The journal's influence is reflected in citations across literature from scholars like Edward Glaeser, Neil Smith, Jane Jacobs, Sharon Zukin, and Mike Davis and in policy circles at United Nations, World Bank, European Commission, and municipal governments in Barcelona and Seoul. It has been critiqued and praised in debates published in journals such as Environment and Planning A, Progress in Human Geography, Antipode, Cities, and Regional Studies. The journal's metrics are discussed in relation to indexing services managed by Clarivate Analytics and databases curated by Scopus and ProQuest. Reception includes recognition through citations in reports from UN-Habitat, OECD, and the International Monetary Fund and discussion in media outlets such as The Guardian, The New York Times, and Le Monde.

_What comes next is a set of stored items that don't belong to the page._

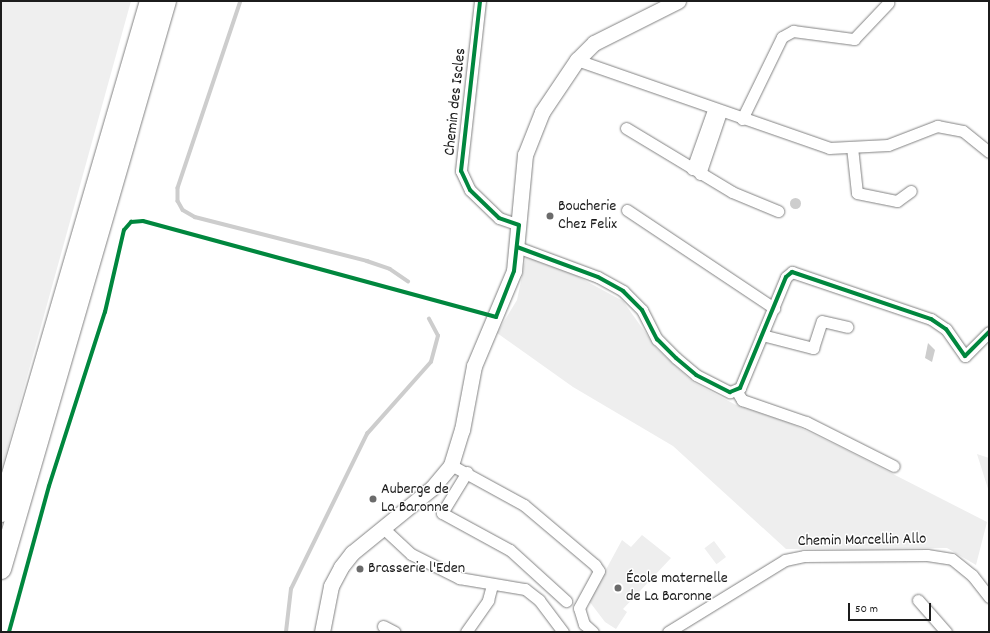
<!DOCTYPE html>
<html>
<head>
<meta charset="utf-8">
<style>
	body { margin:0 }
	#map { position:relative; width:990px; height:633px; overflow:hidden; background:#fff; font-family:Dekko,sans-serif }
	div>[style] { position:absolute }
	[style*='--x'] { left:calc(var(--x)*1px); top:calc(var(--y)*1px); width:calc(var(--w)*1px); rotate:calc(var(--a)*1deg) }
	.built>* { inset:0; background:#eee }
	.green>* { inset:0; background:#efefef; transform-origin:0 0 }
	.water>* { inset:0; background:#cdcdcd }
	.round { border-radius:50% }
	.stream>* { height:3.5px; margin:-1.75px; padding:0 1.75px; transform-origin:1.75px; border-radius:1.75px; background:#cdcdcd }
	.roads { filter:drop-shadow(0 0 1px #828282) drop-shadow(0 0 1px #828282) }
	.street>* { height:11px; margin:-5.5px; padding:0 5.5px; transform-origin:5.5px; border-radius:5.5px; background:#fff }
	.secondary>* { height:15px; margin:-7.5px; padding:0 7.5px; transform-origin:7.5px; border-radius:7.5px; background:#fff }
	.highway>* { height:20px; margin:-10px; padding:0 10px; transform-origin:10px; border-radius:10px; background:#fff }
	.cycleway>* { height:4px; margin:-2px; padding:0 2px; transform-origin:2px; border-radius:2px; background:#00873e }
	.dots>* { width:11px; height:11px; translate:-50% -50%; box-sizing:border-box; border:2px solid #fff; border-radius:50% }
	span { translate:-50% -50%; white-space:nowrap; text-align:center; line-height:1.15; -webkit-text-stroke:3px #fff; paint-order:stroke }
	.street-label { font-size:16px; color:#1c1c1c }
	.poi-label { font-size:16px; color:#1c1c1c }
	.left { translate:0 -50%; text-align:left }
	.frame { position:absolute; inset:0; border:2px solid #1c1c1c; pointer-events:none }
	.scale { position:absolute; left:848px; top:603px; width:83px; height:18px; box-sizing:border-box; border:2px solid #1c1c1c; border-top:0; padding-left:5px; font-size:12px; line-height:14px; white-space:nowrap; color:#1c1c1c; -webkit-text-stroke:3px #fff; paint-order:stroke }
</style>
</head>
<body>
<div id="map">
	<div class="built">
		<i style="clip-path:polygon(526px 257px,573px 274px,623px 301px,657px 349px,693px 382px,736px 405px,790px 423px,844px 449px,987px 522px,976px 565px,947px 548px,786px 549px,673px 446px,573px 387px,497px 333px,517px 300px)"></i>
		<i style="clip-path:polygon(642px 535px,671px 558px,623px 609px,627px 612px,616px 629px,605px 622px,589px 601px,622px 540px,631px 547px)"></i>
	</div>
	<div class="green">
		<i style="clip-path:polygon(1px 1px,131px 1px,1px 471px)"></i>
		<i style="clip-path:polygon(977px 454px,989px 458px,989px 492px)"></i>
		<i style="left:714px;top:541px;width:20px;height:12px;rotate:53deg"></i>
	</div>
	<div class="water">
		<i class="round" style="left:789.5px;top:197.5px;width:11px;height:11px"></i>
		<i style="clip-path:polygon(928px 343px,935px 350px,932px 362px,925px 358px)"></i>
	</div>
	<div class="stream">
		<i style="--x:241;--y:1;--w:197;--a:108.6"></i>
		<i style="--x:178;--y:188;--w:13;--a:90"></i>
		<i style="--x:178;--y:201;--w:10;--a:61"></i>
		<i style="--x:183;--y:210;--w:14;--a:30"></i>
		<i style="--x:195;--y:217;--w:178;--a:14.3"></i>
		<i style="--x:367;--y:261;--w:24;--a:19"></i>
		<i style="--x:390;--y:269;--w:22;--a:34"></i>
		<i style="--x:286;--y:632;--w:43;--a:-83.4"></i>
		<i style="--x:291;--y:589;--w:173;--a:-63.9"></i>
		<i style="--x:367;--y:434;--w:96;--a:-48.4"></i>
		<i style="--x:431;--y:362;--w:27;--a:-75"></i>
		<i style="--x:438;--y:336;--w:19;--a:-118"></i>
	</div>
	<div class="roads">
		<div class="street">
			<i style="--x:480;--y:1;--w:171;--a:96.4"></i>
			<i style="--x:461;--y:171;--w:21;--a:65"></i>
			<i style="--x:470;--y:190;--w:40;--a:44"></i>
			<i style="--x:499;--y:218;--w:21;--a:19"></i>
			<i style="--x:577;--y:60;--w:267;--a:19.2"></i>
			<i style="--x:829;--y:148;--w:59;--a:-2.9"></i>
			<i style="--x:888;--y:145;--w:53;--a:-21.2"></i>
			<i style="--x:937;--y:126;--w:26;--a:11"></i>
			<i style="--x:963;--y:131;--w:33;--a:39"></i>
			<i style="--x:742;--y:119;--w:91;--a:-64"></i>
			<i style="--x:782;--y:37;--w:13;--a:-29"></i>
			<i style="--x:793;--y:31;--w:62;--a:7.5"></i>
			<i style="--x:854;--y:39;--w:50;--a:-46.6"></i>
			<i style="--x:626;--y:128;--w:124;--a:31.1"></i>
			<i style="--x:732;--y:192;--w:50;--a:22.4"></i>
			<i style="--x:852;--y:147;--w:46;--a:83.8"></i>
			<i style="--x:857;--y:193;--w:41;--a:11.3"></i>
			<i style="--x:897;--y:201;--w:17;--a:-36"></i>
			<i style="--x:692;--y:169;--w:63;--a:-70.4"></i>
			<i style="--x:700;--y:174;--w:65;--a:-71.3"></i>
			<i style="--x:627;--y:210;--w:177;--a:33.7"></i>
			<i style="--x:517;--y:247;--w:86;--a:20.3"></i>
			<i style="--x:598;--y:277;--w:29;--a:29"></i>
			<i style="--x:623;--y:291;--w:27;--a:45"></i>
			<i style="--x:642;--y:310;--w:33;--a:63"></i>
			<i style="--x:657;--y:339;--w:27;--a:45"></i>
			<i style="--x:676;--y:358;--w:26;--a:40"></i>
			<i style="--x:696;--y:375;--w:38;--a:27"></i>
			<i style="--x:730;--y:392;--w:11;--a:-22"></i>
			<i style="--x:740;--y:388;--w:120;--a:-67.5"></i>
			<i style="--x:786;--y:277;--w:8;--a:-40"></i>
			<i style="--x:792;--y:272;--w:147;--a:18.7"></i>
			<i style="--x:931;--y:319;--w:18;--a:34"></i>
			<i style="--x:946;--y:329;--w:33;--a:55"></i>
			<i style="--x:965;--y:356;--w:34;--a:-45"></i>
			<i style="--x:762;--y:335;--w:53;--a:14.3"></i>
			<i style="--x:813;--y:348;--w:28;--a:-72"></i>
			<i style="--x:822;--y:321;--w:26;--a:13"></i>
			<i style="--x:736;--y:390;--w:12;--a:59"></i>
			<i style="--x:742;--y:400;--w:68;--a:19"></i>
			<i style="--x:806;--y:422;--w:98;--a:26.6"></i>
			<i style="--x:451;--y:465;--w:83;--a:28.7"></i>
			<i style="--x:524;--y:505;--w:93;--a:40.2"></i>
			<i style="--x:595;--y:565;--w:7;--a:56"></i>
			<i style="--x:599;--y:571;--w:42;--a:118.4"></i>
			<i style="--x:579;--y:608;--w:17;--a:73"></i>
			<i style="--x:584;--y:624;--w:12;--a:42"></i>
			<i style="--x:467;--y:472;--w:48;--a:121.4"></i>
			<i style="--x:442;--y:513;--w:77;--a:28.6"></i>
			<i style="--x:510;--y:550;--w:76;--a:42.3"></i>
			<i style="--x:382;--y:527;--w:40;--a:43"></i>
			<i style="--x:411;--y:554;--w:54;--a:26.6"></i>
			<i style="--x:459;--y:578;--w:67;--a:9.5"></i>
			<i style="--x:525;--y:589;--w:18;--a:38"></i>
			<i style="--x:539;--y:600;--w:40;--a:53"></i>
			<i style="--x:918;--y:600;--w:43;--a:48.8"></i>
			<i style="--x:383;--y:626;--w:13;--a:27"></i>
			<i style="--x:466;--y:632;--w:39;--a:-55"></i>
			<i style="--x:488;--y:600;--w:16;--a:-75"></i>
			<i style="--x:668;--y:632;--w:137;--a:-31.6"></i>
			<i style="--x:785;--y:560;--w:19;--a:-12"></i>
			<i style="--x:804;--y:556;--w:123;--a:-0.5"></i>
			<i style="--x:927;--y:555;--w:25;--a:9"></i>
			<i style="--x:952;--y:559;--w:26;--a:39"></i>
			<i style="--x:972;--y:575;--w:28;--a:52"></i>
		</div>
		<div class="secondary">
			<i style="--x:322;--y:632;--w:47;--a:-78.9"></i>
			<i style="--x:331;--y:586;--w:21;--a:-62"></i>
			<i style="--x:341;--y:567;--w:18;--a:-52"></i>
			<i style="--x:352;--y:553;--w:103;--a:-39.1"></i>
			<i style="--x:432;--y:488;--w:30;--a:-50"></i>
			<i style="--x:451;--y:465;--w:37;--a:-73"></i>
			<i style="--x:462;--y:430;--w:65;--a:-79.4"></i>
			<i style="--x:474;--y:366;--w:103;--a:-67.2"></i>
			<i style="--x:514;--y:271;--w:117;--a:-84.6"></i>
			<i style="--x:525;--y:155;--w:46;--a:-68.4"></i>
			<i style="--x:542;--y:112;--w:63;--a:-56.1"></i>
			<i style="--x:577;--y:60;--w:24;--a:-45"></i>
			<i style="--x:594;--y:43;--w:94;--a:-26.6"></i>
		</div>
		<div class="highway">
			<i style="--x:1;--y:512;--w:532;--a:-73.74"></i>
			<i style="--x:1;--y:569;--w:591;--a:-73.8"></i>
		</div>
	</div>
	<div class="cycleway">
		<i style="--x:517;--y:247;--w:86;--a:20.3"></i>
		<i style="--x:598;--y:277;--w:29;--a:29"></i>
		<i style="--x:623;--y:291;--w:27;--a:45"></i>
		<i style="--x:642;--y:310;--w:33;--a:63"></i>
		<i style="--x:657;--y:339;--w:27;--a:45"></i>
		<i style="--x:676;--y:358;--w:26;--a:40"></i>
		<i style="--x:696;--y:375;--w:38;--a:27"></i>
		<i style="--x:730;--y:392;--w:11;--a:-22"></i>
		<i style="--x:740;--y:388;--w:120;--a:-67.5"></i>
		<i style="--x:786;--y:277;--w:8;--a:-40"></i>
		<i style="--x:792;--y:272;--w:147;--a:18.7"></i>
		<i style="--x:931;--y:319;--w:18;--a:34"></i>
		<i style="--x:946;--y:329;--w:33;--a:55"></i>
		<i style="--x:965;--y:356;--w:34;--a:-45"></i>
		<i style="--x:9;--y:632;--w:151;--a:-74.7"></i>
		<i style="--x:49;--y:486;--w:183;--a:-72.2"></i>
		<i style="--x:105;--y:312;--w:84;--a:-77"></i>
		<i style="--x:124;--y:230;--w:11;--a:-49"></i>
		<i style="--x:131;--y:222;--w:12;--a:-5"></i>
		<i style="--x:143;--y:221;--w:366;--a:15.2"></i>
		<i style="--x:496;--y:317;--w:49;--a:-68.6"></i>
		<i style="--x:514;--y:271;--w:46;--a:-83.8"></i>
		<i style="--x:519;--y:225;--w:21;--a:-161"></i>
		<i style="--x:499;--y:218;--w:40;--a:-136"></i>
		<i style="--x:470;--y:190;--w:21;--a:-115"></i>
		<i style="--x:461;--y:171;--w:171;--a:-83.6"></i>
	</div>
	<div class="dots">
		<i style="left:550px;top:216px;background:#6b6b6b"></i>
		<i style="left:373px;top:499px;background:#6b6b6b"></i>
		<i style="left:360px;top:569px;background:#6b6b6b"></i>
		<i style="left:618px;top:588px;background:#6b6b6b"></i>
	</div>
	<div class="street-label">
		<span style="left:456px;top:102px;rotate:-84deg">Chemin des Iscles</span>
		<span style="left:862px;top:541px;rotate:-1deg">Chemin Marcellin Allo</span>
	</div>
	<div class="poi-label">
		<span class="left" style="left:558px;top:216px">Boucherie<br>Chez Felix</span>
		<span class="left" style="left:381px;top:499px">Auberge de<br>La Baronne</span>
		<span class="left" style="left:368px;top:569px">Brasserie l'Eden</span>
		<span class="left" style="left:626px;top:588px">École maternelle<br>de La Baronne</span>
	</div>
	<div class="frame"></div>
	<div class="scale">50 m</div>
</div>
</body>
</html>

Landmark articles have connected urban theory to empirical cases including pieces on neoliberalization in Chicago, gentrification studies in Brooklyn, and analyses of informality in Mumbai and Lima. Special issues have addressed themes such as urban governance and crisis drawing contributors associated with Zygmunt Bauman, Loïc Wacquant, Gillian Hart, Ananya Roy, and Tom Slater. The journal has published influential debates on austerity policies connected to Greek debt crisis, climate adaptation referenced in IPCC discussions, and migration linked to events such as Syrian Civil War displacements and the Balkan migration route.
The journal is abstracted and indexed in major services including Web of Science, Scopus, Social Sciences Citation Index, EBSCOhost, ProQuest, and JSTOR. Libraries catalog it alongside collections from British Library, Library of Congress, National Library of Australia, Bibliothèque nationale de France, and university repositories at Harvard University, Yale University, University of Chicago, Stanford University, and University of Melbourne.